PENALTIES FOR NONCOMPLIANCE:
A health care charitable trust that fails to timely file or provide public notice of its community benefits plans may be fined up to $1,000 (plus attorneys’ fees and costs) per violation.  N.H. Rev. Stat. § 7:32-g(III). 

OTHER:
Certificate of Need and the provision of free care.  New Hampshire law sets some standards around the provision of free and reduced-cost care for health care facilities and institutions applying for a Certificate of Need (hereinafter “CON”) to add new institutional health services.  See N.H. Rev. Stat. § 151-C:5; N.H. Code Admin. R. He-Hea 303.4 (requiring all CON applicants to demonstrate that their financial assistance plan will provide free care to the uninsured with household incomes at or under 150 percent FPL); N.H. Code Admin. R. He-Hea 602.04, 606.03 (requiring CON applicants for MRI scanners to maintain a written uncompensated care program that provides, at a minimum, free care to the uninsured with household incomes at or under 100 percent FPL); N.H. Code Admin. R. He-Hea  703.01 (requiring CON applicants for comprehensive physical rehabilitation services to state the amount they budget or plan to budget for the provision of free care); N.H. Code Admin. R. He-Hea 1903.09 (requiring CON applicants for ambulatory surgical facilities to have a written uncompensated care program that, at a minimum, provides free care to the uninsured with household incomes at or under 100 percent FPL); N.H. Code Admin. R. He-Hea 2003.03, 2006.03 (requiring CON applicants for fixed or mobile PET scanners to have a written uncompensated care program that provides, at a minimum, free care to the uninsured with household incomes up to 100 percent FPL); and N.H. Code Admin. R. 2103.01 (requiring CON applicants for long-term acute care hospital services to state the amount they budget or plan to budget for the provision of free care).

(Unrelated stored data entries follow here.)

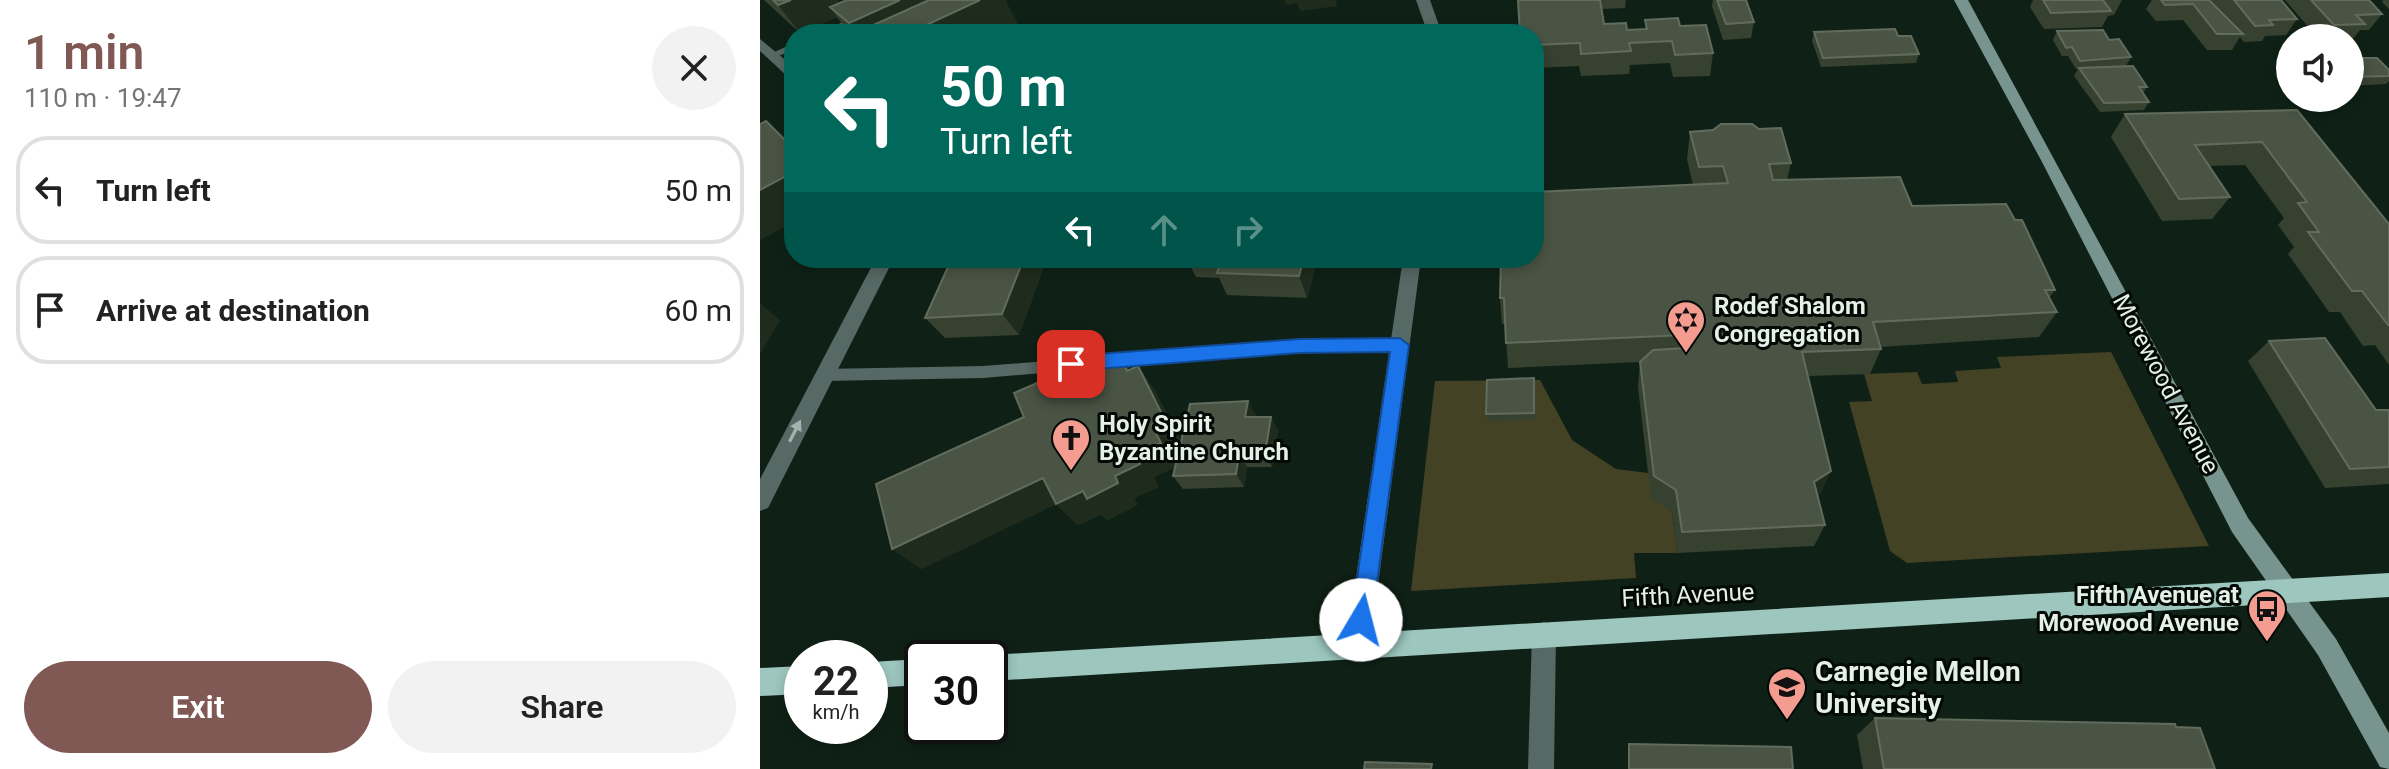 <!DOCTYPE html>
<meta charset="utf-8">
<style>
:root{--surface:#fff;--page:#f2f2f2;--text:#222;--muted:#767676;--line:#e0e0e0;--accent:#815954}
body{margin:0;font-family:Roboto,sans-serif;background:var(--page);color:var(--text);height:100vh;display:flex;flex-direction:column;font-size:30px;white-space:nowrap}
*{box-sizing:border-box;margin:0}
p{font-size:26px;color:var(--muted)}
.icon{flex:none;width:44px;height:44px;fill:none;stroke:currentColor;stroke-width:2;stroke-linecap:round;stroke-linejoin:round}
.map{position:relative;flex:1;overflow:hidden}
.sheet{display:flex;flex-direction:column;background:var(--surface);width:760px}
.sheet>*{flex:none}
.hud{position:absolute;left:24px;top:24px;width:760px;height:244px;border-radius:32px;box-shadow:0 4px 12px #0003;background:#00695c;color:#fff;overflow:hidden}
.buttons{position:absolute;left:1516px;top:24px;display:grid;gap:16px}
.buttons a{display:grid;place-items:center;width:88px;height:88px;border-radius:50%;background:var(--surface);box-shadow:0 4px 12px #0003;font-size:40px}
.speed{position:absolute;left:24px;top:640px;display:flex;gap:16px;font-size:40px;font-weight:700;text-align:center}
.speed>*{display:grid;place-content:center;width:104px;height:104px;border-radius:50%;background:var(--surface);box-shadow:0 4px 12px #0003;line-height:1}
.speed small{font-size:20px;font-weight:400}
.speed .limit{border:4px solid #111;border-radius:12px;background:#fff;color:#111}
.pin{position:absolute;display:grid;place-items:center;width:68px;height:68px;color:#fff;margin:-34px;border-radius:16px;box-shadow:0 4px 12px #0006}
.me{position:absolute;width:88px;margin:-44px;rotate:8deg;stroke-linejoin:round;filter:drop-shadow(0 0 6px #0008)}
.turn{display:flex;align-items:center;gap:28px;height:168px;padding:0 24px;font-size:36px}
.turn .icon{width:104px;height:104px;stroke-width:2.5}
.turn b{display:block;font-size:56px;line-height:68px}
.lanes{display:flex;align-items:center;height:76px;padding:0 24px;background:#0003;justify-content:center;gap:40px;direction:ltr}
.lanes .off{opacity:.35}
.round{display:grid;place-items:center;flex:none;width:84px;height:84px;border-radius:42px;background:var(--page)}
.headline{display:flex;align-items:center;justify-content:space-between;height:136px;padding:0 24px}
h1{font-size:48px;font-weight:600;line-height:60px;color:var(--accent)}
.primary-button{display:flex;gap:16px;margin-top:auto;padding:16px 24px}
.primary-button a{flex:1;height:92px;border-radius:48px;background:var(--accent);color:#fff;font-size:32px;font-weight:600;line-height:92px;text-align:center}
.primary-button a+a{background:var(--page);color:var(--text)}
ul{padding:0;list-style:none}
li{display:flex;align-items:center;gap:24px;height:108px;margin:0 16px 12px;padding:0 8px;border:4px solid var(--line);border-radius:32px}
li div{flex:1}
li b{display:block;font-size:30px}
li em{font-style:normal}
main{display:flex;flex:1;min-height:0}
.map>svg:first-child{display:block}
.green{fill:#444225}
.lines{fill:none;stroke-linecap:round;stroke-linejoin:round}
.service{fill:#576965;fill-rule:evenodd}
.minor{fill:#576965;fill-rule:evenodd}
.secondary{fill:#78948e;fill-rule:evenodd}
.trunk{fill:#9cc6be;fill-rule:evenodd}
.wall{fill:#374130;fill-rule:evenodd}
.shaded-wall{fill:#1f2c1d}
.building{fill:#4a5444;stroke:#626c5d;stroke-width:2}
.oneway{fill:#a5b3ad}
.route{fill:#1a73e8;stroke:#114b97;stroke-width:2}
.labels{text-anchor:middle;stroke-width:6;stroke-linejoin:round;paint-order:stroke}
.poi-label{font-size:24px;font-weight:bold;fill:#e4f0e8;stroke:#030905;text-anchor:start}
.street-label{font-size:24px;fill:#e4f0e8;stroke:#030905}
.near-poi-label{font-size:28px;font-weight:bold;fill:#e4f0e8;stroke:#030905;text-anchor:start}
</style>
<main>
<section class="sheet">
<div class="headline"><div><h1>1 min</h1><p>110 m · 19:47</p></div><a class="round"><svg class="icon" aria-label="close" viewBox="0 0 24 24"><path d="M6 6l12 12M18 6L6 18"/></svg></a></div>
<ul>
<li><svg class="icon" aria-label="left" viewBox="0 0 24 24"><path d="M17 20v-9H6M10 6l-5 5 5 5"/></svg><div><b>Turn left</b></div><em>50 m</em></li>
<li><svg class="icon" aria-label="arrive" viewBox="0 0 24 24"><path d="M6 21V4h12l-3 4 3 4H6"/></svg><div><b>Arrive at destination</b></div><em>60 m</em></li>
</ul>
<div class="primary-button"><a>Exit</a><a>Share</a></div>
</section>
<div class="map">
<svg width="1629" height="769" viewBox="0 0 1629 769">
<rect width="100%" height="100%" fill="#0f2116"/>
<!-- green -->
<path class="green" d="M1351 352 1449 546 1147 563 1130 551 1089 402 1112 401 1104 374 1157 372 1162 384 1198 382 1195 371 1241 368 1237 357Z
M780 380 812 440 856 469 888 473 912 512 917 553H874L876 578 651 591 675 381Z"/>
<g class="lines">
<!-- service -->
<path class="service" d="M98 15 103 18 102 20 70 34H57Z
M34 43V50L13 58 8 55Z
M640 340 647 345 640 350 539 351 223 378 64 381 59 379 57 375 59 371 64 369 223 366 539 341Z"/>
<!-- minor -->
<path class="minor" d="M656 0H670L682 34H668Z
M0 39 34 67V80L29 78 0 51Z
M116 258H134L8 508 0 511V479Z
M643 258H661L610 646 607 654 598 658 589 654 586 646Z
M784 622 792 626 796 634 794 769H768L772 634 776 626Z"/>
<!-- secondary -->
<path class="secondary" d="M1194 0H1208L1488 518 1576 639 1629 733V769L1620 767 1558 655 1472 532 1282 162Z"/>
<!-- trunk -->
<path class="trunk" d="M1629 573V597L230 681V658H222L230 655Z
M162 659V685L110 688V662Z
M42 666V694L0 696V668Z"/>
</g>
<!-- wall -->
<path class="wall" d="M4 0H77L80 3 87 0H245L258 25 239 34H90L77 17 40 33Z
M758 0H866L865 8 842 9 844 24 867 30 885 29V20L920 26 953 53 950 76 913 77 910 63 870 65 869 74 821 76 819 66 774 68V34Z
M953 0H986L994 22 991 38 963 40 952 6Z
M1273 0H1362L1354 15 1348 16 1342 27 1284 29 1270 7Z
M1392 0H1449L1456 8 1450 0H1521L1537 19 1526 35 1505 36 1502 41 1484 42 1480 37 1472 50H1447L1423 20 1396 21 1386 9Z
M1525 0H1609L1622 14 1609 30H1600L1592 40H1590V38H1558Z
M1623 0H1629V9L1622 2Z
M1297 31 1371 57 1366 66 1349 67 1387 87 1383 93 1389 102 1384 110 1340 112 1314 76 1318 69H1316L1308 56H1302L1293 40Z
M1054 32 1138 36 1159 54 1156 63 1061 67 1052 41Z
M1590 58 1629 70V81L1626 84 1590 86Z
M1537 110 1629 224V365L1615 345 1603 346 1580 312H1569L1528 254 1534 247 1518 225 1524 218 1485 165 1449 166 1470 197 1452 219 1402 221 1351 137 1365 114Z
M930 132 1031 163 1027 180 1152 206 1295 290 1289 298 1297 312 1279 337 1120 347 1121 349 1110 374 1048 376 1061 493 1058 495 1065 525 1054 546 917 553 912 512 891 498 878 387 880 362 748 368 745 324H742L740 298 933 185 927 159Z
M192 258H287L259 335 185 338 165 318Z
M341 258H397L393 266 345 264Z
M426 258H558L547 298 467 295 459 278 436 277Z
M1509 341 1616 410H1629V484L1565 488 1488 361Z
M359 356 369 370 378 366 395 391 421 442 496 415 495 417 518 430 512 467H487L484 487 423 489 413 476 415 467 394 477 398 487 374 498 377 505 347 520 341 514 318 525 296 504 161 569 264 417 309 368 338 366ZM421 443 416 463 409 449Z
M774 378 775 420 727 421 726 414Z
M1115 718 1416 727 1455 769H1103L1097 735Z
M869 744 1033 769H868V752Z"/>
<!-- shaded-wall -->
<path class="shaded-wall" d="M31 0H77L86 13 70 7 77 17 40 33 18 5Z
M140 0H245L258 25 239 34H104L100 31 102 34H97L89 23Z
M525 0H576L577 6 540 11 537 3 526 5Z
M34 172V222L0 240V190Z
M264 258H287L259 335 242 314Z
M389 258H397L393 266Z
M544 258H558L547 298 539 276Z
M0 303 20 320 0 354Z
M378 366 395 391 421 443 409 449 417 466 394 477 398 487 374 498 377 505 347 520 341 514 318 525 296 504 161 569 132 549 283 478 355 476 376 455 392 425Z
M488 401 496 415 492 431 485 417Z
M511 417 518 430 512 467 505 454Z
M479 454 487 467 484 487 476 474Z
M1071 471 1061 493 1045 503 1054 482Z"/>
<!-- building -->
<path class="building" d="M13 0H31L18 5Z
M87 0H140L89 23 70 7Z
M169 0H220L147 34H104L100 31Z
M758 0H840L844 24 866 23 867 30 887 29 885 20 918 18 920 26 946 25 953 53 915 55 912 41 869 43 871 51 821 54 820 43 774 45V34H760Z
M957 0H986L994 22 966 24Z
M1283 0H1344H1343L1351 11 1291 13Z
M1401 0H1449L1483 34H1457L1433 4 1405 5Z
M1474 0H1521L1537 19 1509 20 1513 25 1495 26Z
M1551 0H1609L1622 14 1596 15 1605 24 1574 25Z
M1135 29 1138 36H1151L1159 54 1063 58 1054 32Z
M1343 30 1349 40 1359 39 1371 57 1320 61 1312 47 1306 48 1297 31Z
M1590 58H1617L1629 70V76L1590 77Z
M1373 66 1387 87H1379L1389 102 1344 103 1319 68Z
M1537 110 1629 224V325H1628L1602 291H1592L1548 232H1559L1538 203 1547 202 1502 142 1435 145 1470 197 1419 199 1365 114Z
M6 121 34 149V172L0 190V124Z
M961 124H992L999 129 1021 128 1031 163 1009 164 1013 180 1140 177 1152 206 1246 204 1255 220H1262L1295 290H1285L1297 312 1113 322 1121 349 1042 352 1071 471 1054 482 1065 525 922 532 916 490 894 476 880 362 893 350 926 348 924 335 746 343 744 298H740L741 258H774V192L968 183 963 166 939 167 930 132 953 130Z
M192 258H264L242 314 165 318Z
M462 258H544L539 276 457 273Z
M1565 338 1616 410H1629V467L1590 469 1509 341Z
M359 356 367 371 378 366 405 420 392 425 401 443 376 455 380 464 355 476 358 483 327 499 323 491 296 504 283 478 132 549 116 484 264 417 254 393 282 381 278 374 305 362 308 369 333 358 338 366Z
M774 378V413L726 414 727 380Z
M488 401 485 417H511L505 454H479L476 474 413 476 430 404Z
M1115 718 1415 724 1416 727 1440 728 1455 769H1124Z
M869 744 1031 747 1033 769H869Z
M605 762 672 764 671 769H604Z"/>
<!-- one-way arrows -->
<defs><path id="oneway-solid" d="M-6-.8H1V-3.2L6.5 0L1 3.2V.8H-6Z" transform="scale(2)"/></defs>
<use class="oneway" href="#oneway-solid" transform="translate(35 431) rotate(-63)"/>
<!-- route -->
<path class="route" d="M640 338 649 345 612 620 609 628 601 631 594 628 591 620 630 352 539 353 311 371 302 364 311 356 539 339Z"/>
<!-- icons -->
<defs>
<g id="synagogue-pin" transform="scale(2)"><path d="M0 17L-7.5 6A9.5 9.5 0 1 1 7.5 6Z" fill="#f59c90" stroke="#030905"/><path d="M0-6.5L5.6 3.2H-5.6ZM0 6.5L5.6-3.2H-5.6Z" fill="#111"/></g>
<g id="church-pin" transform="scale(2)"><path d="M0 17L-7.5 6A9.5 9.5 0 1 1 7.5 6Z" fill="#f59c90" stroke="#030905"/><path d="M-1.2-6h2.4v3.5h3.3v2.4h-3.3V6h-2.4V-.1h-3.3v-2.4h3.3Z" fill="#111"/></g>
<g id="bus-pin" transform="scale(2)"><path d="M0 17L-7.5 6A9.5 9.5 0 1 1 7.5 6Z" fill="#f59c90" stroke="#030905"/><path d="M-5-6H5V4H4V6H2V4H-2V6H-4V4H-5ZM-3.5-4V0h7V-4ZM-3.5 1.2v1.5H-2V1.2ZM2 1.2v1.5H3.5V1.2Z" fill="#111"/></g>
<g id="university-pin" transform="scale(2)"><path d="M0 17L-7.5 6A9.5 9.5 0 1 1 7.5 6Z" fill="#f59c90" stroke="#030905"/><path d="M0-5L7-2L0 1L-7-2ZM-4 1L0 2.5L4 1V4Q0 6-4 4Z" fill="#111"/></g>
</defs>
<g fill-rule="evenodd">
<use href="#synagogue-pin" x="926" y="320"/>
<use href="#church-pin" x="311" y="438"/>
<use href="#bus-pin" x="1507" y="609"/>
<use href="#university-pin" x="1027" y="687"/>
</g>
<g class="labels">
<!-- poi labels -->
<g class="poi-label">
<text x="954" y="314">Rodef Shalom<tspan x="954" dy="28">Congregation</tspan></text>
<text x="339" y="432">Holy Spirit<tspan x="339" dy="28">Byzantine Church</tspan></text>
<text x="1479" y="603" text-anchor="end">Fifth Avenue at<tspan x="1479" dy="28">Morewood Avenue</tspan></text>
</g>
<!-- street labels -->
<g class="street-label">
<text transform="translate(1406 384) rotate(62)" y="8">Morewood Avenue</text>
<text transform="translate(928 595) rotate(-3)" y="8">Fifth Avenue</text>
</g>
<!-- near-poi labels -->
<g class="near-poi-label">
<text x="1055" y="681">Carnegie Mellon<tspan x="1055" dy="32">University</tspan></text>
</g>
</g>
</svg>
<div class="buttons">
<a><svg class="icon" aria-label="sound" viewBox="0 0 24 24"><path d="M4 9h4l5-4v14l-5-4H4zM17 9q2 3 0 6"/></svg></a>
</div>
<div class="speed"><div>22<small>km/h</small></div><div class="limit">30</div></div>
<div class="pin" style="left:311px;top:364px;background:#d93025"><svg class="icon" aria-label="arrive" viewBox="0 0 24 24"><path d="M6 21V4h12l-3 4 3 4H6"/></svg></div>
<svg class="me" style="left:601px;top:620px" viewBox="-20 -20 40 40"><circle r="19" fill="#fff"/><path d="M0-13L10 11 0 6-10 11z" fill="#1a73e8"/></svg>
<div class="hud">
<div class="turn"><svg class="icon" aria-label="left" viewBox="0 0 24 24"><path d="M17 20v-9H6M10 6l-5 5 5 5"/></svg><div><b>50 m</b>Turn left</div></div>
<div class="lanes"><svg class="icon" aria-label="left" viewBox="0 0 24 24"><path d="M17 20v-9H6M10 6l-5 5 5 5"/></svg><svg class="icon off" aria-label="ahead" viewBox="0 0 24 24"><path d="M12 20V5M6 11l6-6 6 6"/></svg><svg class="icon off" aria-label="right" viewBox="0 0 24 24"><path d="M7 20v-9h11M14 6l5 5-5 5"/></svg></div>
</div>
</div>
</main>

The standards for the provision of free care set forth in CON regulation differ by service.  Generally, however, the CON regulations require applicant institutions to include a copy of their written financial assistance plan for the uninsured and persons unable to pay for services in their CON applications.  N.H. Code Admin. R. He-Hea 303.04(c)(3) to 303.04(e).  At a minimum, the CON regulations require applicants’ financial assistance plans to include the following:

• Forms and written instructions on applying for financial assistance, which should be provided to anyone who expresses an inability to pay for care;
• Written procedures for determining eligibility for care, including a statement of the facility’s services and charges;
• Written procedures for appealing a denial of eligibility; and
• A description of the facility’s methods for communicating the availability of financial assistance to its patients (e.g., through posting, financial counselors).  Id.